DUBAI: Un incendie s'est déclaré vendredi dans une raffinerie de la compagnie pétrolière nationale du Koweït après des attaques de drones, a indiqué l'agence de presse officielle koweïtienne.

"La raffinerie Mina Al-Ahmadi, appartenant à la Kuwait National Petroleum Company (KNPC) a été la cible tôt ce matin de plusieurs attaques hostiles de drones, provoquant des incendies dans certaines de ses unités", selon l'agence, après une attaque la veille sur cette infrastructure qui avait déjà provoqué un incendie.

En représailles à l'offensive conjointe des Etats-Unis et d'Israël débutée le 28 février, Téhéran a intensifié ces derniers jours ses frappes sur les infrastructures énergétiques des pays du Golfe.

L'attaque de vendredi sur la raffinerie Mina Al-Ahmadi n'a pas fait de victime mais a entraîné la fermeture de plusieurs unités du site, tandis que les pompiers tentent de contenir l'incendie, selon l'agence officielle koweïtienne.
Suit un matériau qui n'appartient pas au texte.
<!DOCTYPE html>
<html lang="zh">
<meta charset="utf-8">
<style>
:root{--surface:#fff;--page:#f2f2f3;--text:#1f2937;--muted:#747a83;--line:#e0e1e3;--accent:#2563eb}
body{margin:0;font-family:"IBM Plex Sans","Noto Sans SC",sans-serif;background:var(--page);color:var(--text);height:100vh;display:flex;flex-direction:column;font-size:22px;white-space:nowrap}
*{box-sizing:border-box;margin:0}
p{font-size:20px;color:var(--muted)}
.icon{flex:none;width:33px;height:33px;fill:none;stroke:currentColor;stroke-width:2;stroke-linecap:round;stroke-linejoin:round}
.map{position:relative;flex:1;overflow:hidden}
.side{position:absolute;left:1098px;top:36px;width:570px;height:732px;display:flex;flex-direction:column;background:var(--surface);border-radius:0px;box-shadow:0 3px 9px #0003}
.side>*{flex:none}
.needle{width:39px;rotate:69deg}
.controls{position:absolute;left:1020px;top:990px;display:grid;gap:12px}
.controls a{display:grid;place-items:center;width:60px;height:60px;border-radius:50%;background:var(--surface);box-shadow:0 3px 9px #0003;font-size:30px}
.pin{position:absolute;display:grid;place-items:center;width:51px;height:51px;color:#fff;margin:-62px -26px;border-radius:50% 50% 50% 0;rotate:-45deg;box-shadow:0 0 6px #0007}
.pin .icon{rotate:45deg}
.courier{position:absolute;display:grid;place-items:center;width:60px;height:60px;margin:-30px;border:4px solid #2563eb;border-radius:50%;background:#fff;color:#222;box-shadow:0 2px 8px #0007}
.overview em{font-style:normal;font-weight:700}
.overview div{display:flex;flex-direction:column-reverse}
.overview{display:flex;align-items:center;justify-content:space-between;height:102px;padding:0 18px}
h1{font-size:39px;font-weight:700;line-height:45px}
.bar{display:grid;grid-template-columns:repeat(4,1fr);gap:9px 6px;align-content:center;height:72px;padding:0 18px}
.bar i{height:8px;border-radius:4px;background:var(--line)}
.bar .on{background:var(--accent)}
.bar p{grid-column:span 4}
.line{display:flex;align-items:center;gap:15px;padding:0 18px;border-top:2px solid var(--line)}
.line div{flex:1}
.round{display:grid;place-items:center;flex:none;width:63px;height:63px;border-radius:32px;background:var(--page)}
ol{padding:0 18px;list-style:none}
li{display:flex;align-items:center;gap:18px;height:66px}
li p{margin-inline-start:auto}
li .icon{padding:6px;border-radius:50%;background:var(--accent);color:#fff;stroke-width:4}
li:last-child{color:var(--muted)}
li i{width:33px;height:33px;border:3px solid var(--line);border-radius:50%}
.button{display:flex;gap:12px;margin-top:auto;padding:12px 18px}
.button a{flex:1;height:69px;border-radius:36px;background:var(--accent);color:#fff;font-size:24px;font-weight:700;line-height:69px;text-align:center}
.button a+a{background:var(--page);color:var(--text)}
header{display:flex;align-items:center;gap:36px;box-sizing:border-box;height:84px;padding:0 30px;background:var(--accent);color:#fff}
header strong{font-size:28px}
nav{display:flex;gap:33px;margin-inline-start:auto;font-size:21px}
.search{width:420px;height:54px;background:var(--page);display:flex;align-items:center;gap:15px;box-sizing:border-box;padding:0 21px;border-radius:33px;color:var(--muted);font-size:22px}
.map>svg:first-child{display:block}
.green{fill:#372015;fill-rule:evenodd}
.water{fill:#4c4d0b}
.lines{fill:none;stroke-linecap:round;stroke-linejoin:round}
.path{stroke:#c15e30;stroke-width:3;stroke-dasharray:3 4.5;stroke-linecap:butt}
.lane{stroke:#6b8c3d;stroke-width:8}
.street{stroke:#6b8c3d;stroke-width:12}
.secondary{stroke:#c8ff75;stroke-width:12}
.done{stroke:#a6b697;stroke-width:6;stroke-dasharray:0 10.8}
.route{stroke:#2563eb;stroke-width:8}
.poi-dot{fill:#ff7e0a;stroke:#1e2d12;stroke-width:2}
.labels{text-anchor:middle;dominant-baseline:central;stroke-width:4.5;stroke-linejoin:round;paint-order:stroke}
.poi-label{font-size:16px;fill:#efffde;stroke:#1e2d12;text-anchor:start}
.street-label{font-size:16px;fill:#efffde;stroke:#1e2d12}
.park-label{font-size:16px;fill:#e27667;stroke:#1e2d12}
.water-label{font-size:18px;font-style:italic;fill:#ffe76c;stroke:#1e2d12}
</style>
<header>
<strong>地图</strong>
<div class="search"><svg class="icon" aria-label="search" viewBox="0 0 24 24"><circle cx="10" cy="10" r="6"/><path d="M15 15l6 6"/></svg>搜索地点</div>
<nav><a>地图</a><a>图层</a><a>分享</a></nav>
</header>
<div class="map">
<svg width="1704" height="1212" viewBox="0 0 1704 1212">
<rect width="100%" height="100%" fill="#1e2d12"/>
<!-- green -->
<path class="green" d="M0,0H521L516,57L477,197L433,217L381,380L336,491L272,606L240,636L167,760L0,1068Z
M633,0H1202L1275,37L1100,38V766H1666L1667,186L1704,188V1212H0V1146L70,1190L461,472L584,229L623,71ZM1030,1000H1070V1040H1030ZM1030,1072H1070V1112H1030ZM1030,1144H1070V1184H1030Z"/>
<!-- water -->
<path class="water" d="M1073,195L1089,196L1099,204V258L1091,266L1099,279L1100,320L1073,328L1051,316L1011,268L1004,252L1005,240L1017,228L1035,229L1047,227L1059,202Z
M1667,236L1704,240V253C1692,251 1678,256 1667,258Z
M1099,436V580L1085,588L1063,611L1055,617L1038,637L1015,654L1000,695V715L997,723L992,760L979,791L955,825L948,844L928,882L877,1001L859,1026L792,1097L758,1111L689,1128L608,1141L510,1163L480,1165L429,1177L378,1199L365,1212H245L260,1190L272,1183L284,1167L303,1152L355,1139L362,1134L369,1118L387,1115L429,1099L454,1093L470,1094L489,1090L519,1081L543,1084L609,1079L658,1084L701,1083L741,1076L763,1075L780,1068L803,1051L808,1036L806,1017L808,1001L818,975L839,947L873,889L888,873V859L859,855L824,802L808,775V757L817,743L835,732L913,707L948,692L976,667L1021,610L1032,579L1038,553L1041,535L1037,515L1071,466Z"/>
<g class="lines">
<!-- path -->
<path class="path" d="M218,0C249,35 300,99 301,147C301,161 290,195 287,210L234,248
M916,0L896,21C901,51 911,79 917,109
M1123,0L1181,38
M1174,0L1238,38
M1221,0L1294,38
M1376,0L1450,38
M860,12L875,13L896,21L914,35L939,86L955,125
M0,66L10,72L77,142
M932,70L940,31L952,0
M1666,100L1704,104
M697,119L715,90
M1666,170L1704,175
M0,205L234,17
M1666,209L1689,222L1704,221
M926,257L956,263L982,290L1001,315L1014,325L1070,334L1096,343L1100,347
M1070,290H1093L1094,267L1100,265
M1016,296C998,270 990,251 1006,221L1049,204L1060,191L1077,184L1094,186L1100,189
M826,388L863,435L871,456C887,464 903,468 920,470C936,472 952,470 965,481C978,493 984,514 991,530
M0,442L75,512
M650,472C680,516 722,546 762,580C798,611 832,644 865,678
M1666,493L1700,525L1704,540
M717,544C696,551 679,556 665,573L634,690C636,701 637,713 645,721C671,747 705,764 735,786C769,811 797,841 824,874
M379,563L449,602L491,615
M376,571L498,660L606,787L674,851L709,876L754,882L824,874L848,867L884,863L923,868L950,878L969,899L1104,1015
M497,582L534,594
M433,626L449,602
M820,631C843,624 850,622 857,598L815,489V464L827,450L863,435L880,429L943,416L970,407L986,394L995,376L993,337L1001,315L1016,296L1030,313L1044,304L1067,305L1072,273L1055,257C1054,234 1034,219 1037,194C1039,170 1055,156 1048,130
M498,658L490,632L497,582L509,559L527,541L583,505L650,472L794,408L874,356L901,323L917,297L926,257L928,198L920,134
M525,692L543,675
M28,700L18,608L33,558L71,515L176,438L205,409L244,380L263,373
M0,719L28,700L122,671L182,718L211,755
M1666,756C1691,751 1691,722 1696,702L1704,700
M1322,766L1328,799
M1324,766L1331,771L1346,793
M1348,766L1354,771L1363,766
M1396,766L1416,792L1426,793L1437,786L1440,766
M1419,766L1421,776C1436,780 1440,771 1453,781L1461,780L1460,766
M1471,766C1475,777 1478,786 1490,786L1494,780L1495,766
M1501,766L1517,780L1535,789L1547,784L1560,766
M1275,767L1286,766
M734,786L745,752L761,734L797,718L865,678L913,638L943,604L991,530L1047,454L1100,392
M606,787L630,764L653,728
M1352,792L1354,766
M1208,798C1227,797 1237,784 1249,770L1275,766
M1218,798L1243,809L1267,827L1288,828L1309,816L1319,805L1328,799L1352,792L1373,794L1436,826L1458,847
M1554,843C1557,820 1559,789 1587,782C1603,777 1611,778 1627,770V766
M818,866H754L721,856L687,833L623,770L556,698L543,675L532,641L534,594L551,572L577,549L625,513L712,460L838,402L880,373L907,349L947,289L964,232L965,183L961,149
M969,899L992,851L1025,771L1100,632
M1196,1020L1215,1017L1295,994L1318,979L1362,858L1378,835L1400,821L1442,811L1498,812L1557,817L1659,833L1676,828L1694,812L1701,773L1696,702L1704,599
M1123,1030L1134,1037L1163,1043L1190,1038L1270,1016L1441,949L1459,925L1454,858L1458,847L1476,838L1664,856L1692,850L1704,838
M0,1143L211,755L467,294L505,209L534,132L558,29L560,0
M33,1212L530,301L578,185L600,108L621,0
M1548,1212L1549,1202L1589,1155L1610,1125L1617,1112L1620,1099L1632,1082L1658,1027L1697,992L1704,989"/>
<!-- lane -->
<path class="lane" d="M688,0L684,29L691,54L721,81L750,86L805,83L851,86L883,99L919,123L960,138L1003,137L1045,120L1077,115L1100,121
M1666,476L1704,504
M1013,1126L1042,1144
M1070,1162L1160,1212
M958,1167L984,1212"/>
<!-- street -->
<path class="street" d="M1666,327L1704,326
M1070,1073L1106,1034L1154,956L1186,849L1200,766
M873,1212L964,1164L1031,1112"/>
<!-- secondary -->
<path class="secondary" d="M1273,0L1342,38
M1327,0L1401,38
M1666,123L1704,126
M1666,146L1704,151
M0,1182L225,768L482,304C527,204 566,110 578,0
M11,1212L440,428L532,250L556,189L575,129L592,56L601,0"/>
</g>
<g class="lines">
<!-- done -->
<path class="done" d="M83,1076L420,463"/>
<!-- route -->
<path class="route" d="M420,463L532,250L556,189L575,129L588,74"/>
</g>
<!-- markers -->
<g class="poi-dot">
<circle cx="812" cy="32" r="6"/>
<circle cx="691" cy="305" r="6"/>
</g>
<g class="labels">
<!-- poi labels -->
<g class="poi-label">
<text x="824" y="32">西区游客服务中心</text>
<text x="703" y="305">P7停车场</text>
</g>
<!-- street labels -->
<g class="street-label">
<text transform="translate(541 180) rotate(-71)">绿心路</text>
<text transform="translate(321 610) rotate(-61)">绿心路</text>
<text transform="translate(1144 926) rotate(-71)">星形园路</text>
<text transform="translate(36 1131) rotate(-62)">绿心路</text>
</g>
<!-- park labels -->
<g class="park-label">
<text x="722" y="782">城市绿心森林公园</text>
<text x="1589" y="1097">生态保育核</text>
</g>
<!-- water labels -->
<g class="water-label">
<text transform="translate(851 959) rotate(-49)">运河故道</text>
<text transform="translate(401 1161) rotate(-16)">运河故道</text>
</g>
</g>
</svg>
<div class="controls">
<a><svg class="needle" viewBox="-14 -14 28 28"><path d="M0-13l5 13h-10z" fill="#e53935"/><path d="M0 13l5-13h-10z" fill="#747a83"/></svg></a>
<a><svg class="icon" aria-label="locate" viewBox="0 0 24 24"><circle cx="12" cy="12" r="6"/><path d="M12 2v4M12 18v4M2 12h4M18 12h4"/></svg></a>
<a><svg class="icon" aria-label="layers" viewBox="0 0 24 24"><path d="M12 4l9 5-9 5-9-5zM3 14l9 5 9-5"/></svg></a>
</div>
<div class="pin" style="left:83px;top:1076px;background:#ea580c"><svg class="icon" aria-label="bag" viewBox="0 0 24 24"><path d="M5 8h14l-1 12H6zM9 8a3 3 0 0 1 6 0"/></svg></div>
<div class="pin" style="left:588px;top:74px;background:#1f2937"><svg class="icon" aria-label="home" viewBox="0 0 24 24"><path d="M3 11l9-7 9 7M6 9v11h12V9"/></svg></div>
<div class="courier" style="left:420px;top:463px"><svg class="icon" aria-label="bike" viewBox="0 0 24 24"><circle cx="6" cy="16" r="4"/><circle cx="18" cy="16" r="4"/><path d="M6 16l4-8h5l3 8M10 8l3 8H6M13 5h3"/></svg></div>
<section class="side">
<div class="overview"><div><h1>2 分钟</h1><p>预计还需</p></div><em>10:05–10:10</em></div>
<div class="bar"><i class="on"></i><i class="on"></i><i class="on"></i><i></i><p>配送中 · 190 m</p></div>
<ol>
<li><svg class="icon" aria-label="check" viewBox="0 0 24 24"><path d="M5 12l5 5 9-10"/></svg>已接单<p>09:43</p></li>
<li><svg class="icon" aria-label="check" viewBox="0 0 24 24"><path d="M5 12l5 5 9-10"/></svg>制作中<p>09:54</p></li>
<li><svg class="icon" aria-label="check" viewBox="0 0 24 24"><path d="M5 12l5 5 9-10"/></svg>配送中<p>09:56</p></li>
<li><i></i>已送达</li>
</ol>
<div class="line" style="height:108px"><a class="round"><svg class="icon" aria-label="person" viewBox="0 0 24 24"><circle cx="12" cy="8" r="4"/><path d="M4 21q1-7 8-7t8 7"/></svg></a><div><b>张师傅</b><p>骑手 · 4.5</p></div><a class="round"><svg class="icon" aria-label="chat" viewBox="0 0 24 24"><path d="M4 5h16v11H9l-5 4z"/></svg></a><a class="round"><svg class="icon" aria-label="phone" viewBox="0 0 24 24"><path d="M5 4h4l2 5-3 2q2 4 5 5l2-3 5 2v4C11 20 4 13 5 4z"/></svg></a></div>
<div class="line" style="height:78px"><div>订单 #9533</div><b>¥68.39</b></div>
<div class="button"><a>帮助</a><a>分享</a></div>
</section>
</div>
Dans les autres pays du Golfe, les Emirats arabes unis ont dit vendredi répondre à des attaques de missiles et de drones, et le Bahreïn avoir maîtrisé l'incendie d'un entrepôt causé par des éclats provenant d'une "agression iranienne".

En Arabie saoudite, le ministre de la Défense saoudien a dit qu'en l'espace de deux heures, plus d'une douzaine de drones ont été "interceptés et détruits" dans l'est du pays et un autre dans le nord.